Michael Martone:  In the Montessori model, the classroom is arranged with various areas of stuff, of play. And Montessori famously said, "A child's play is his work." So, over here is a kitchen, here's a library, there's a sandbox with manipulatives, here's a dress-up place. And I did this with my undergraduate students. A Montessori teacher will meet the child at the door and say, "Bobby, what would you like to do today?" And Bobby said, "Well, I think I'll be in the kitchen today." "Great! I've got some new grapefruit." You'd go in there, the assistant will help you cut it open. "Well, we'll talk about it later." Then, you can maybe introduce math concepts, whatever.

Michael Martone:  But the whole thing is, is that the child leads the exploration and the teacher helps in that exploration. A lot of universities said, "Oh, yes, we're student driven." But not really. So, it was at that time that I began thinking about that, and especially the interesting phenomena that I saw in those early years, of students who have gone out of their way to apply to schools, and they've been writing their entire lives, and they think they're going to find the community. And then they get to the university and they can't write. I told you, it took me six months to write a book. But I had a four year program, and I had students who took all four years and maybe couldn't even do their thesis yet. They were completely frozen. And they were frozen by this notion that there was a right way of doing a story, and a wrong way.

Michael Martone:  And now that they were in, even though it didn't seem to be, they were just so conscious of it being a competition, and being that we were no longer a creative writing class, but a critical writing class. That's where I said, what is it that is causing my writers not to write? One thing I did, is I stopped calling them students and they were writers. What is causing these writers, who love to write, but now they don't love to write? And at the time too, there was a thing called the Pizza Hut Reading Program. Were you in that Pizza Hut Reading Program?

Alex Chambers:  No. But I know the reference because of Alfie Kohn.

Michael Martone:  Alfie Kohn! I was reading Alfie Kohn. And yeah, that anecdote actually happened to my son too. He knew how to read, he loved to read, he got into second grade, we're going to put him in the Pizza. And we said, "No, we don't want him in that." He said, "Oh no, he'll love it. He'll read far more." And, no.

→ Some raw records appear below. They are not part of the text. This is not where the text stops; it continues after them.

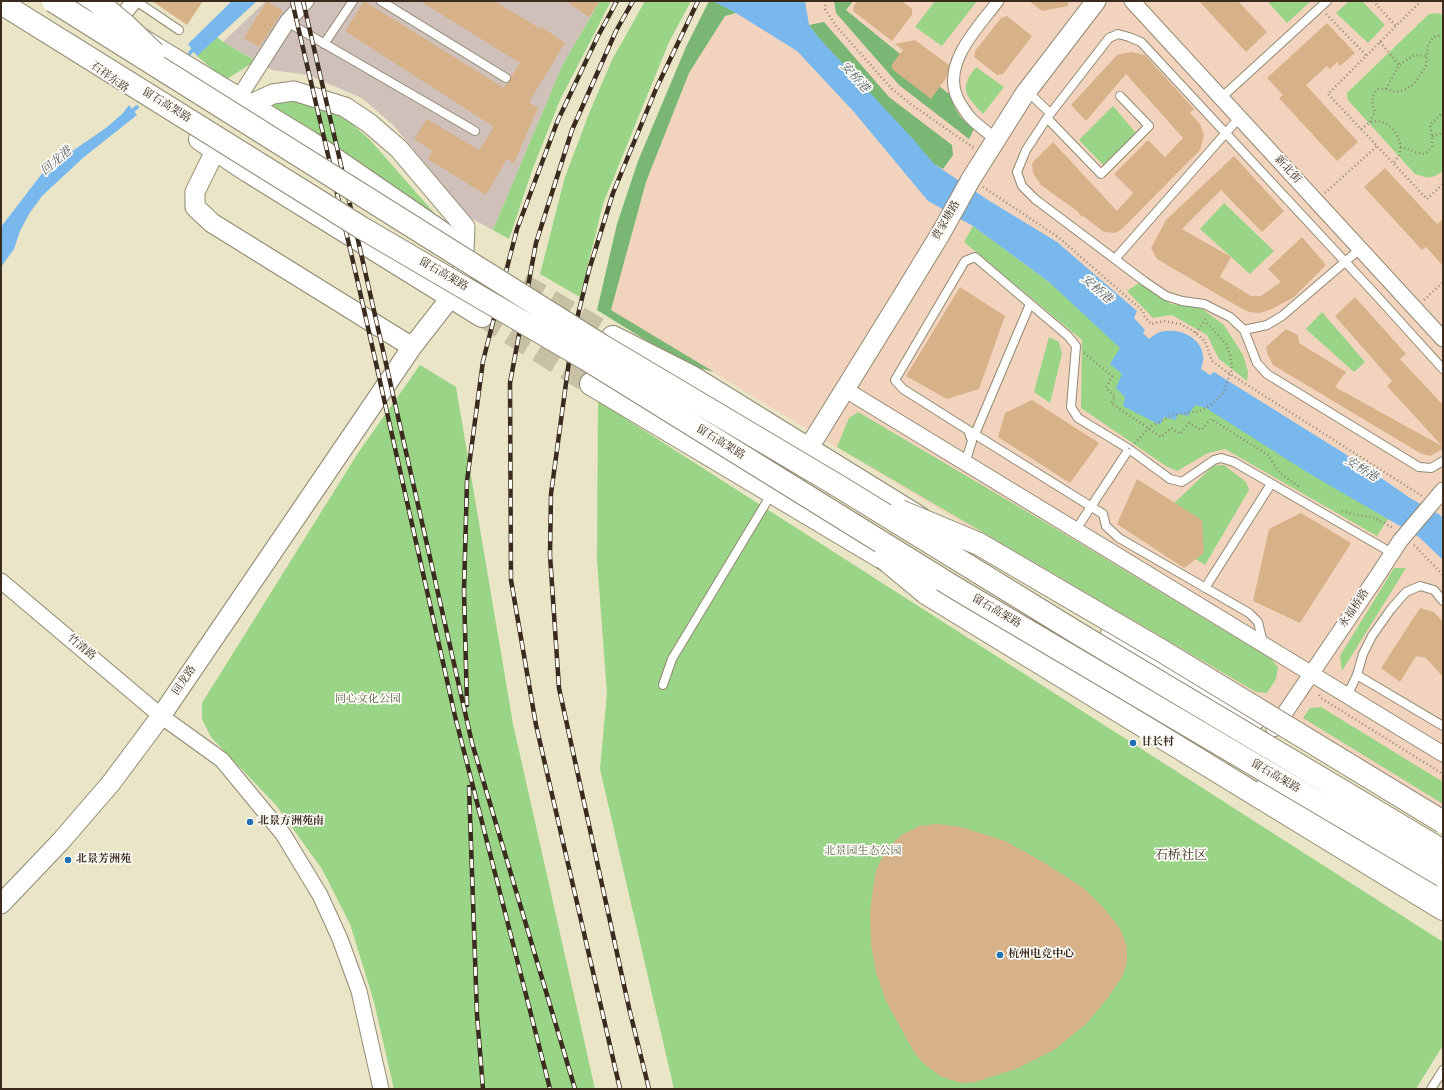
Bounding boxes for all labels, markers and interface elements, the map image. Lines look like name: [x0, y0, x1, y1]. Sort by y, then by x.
street label: 石祥东路: [87, 60, 131, 96]
water label: 安桥港: [837, 60, 871, 96]
street label: 留石高架路: [139, 86, 193, 126]
water label: 回龙港: [39, 145, 75, 179]
street label: 新北街: [1271, 153, 1303, 187]
street label: 费家塘路: [930, 199, 964, 243]
street label: 留石高架路: [416, 256, 470, 294]
water label: 安桥港: [1078, 273, 1114, 307]
street label: 留石高架路: [693, 423, 747, 463]
water label: 安桥港: [1342, 454, 1380, 486]
street label: 永福桥路: [1337, 587, 1373, 631]
street label: 留石高架路: [969, 593, 1023, 631]
street label: 竹清路: [64, 632, 98, 664]
street label: 回龙路: [170, 664, 200, 698]
park label: 同心文化公园: [335, 693, 401, 707]
place label: 甘长村: [1141, 736, 1174, 750]
marker: 甘长村: [1128, 738, 1138, 748]
street label: 留石高架路: [1248, 758, 1302, 796]
place label: 北景方洲苑南: [258, 815, 324, 829]
marker: 北景方洲苑南: [245, 817, 255, 827]
park label: 北景园生态公园: [825, 845, 901, 859]
district label: 石桥社区: [1155, 849, 1207, 865]
place label: 北景芳洲苑: [76, 853, 131, 867]
marker: 北景芳洲苑: [63, 855, 73, 865]
place label: 杭州电竞中心: [1008, 948, 1074, 962]
marker: 杭州电竞中心: [995, 950, 1005, 960]

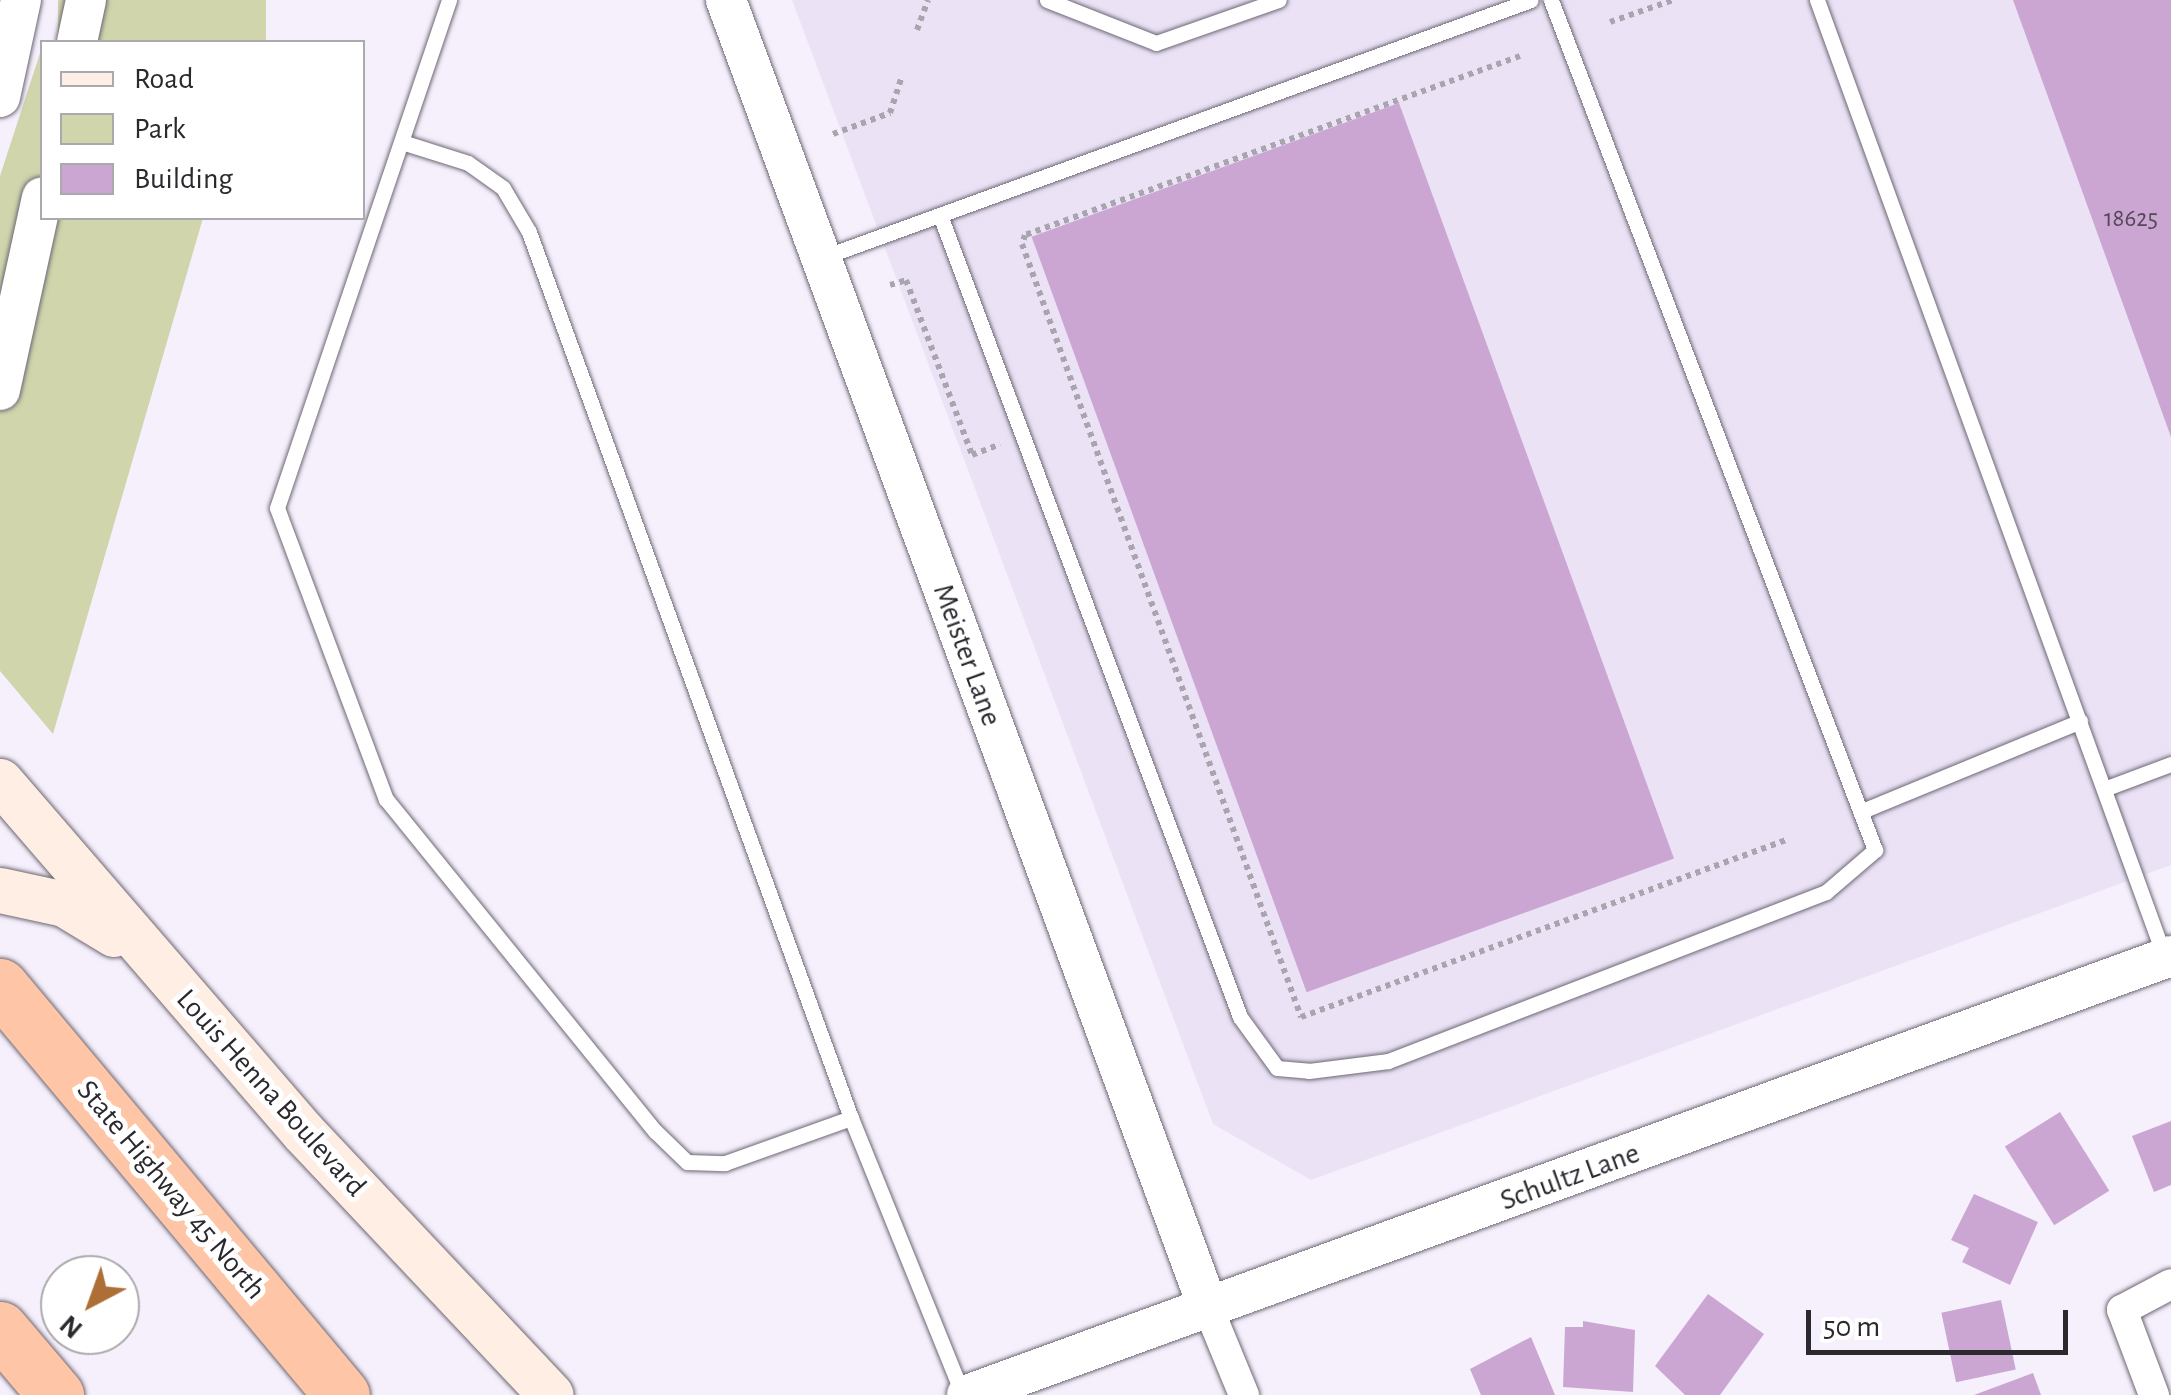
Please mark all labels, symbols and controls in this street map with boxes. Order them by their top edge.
legend [40,40,365,220]
text: Road [134,64,194,94]
text: Park [134,114,186,144]
text: Building [134,164,233,194]
house number: 18625 [2104,204,2158,234]
street label: Meister Lane [925,579,1009,731]
street label: Louis Henna Boulevard [168,982,374,1204]
street label: State Highway 45 North [69,1073,273,1307]
street label: Schultz Lane [1495,1135,1645,1219]
north arrow [40,1255,140,1355]
scale bar [1811,1290,2074,1352]
text: N [55,1309,88,1343]
text: 50 m [1823,1312,1880,1342]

Alex Chambers:  And just so people know, if you're not familiar with the Pizza Hut Program. It's a situation where kids are supposedly motivated to read by getting pizza at the end of having read a certain number of books or pages.

Michael Martone:  Yeah. And then you got a point and the point led to pizzas, and the kid would love the pizza. And we said, "No, that's not going to happen." And so Kohn says, and it actually happened to our kid is that all of a sudden reading became very difficult. Because adults had told him, that what you should aspire to is the pizza, as opposed to the book, which earlier had been the pizza. He read the book because it was the reward. And so, the pedestrian notion of education of sticks and carrots to get a kid to do what you want, is not looking at the kid saying, what is a kid wanting to do, and helping him to do that.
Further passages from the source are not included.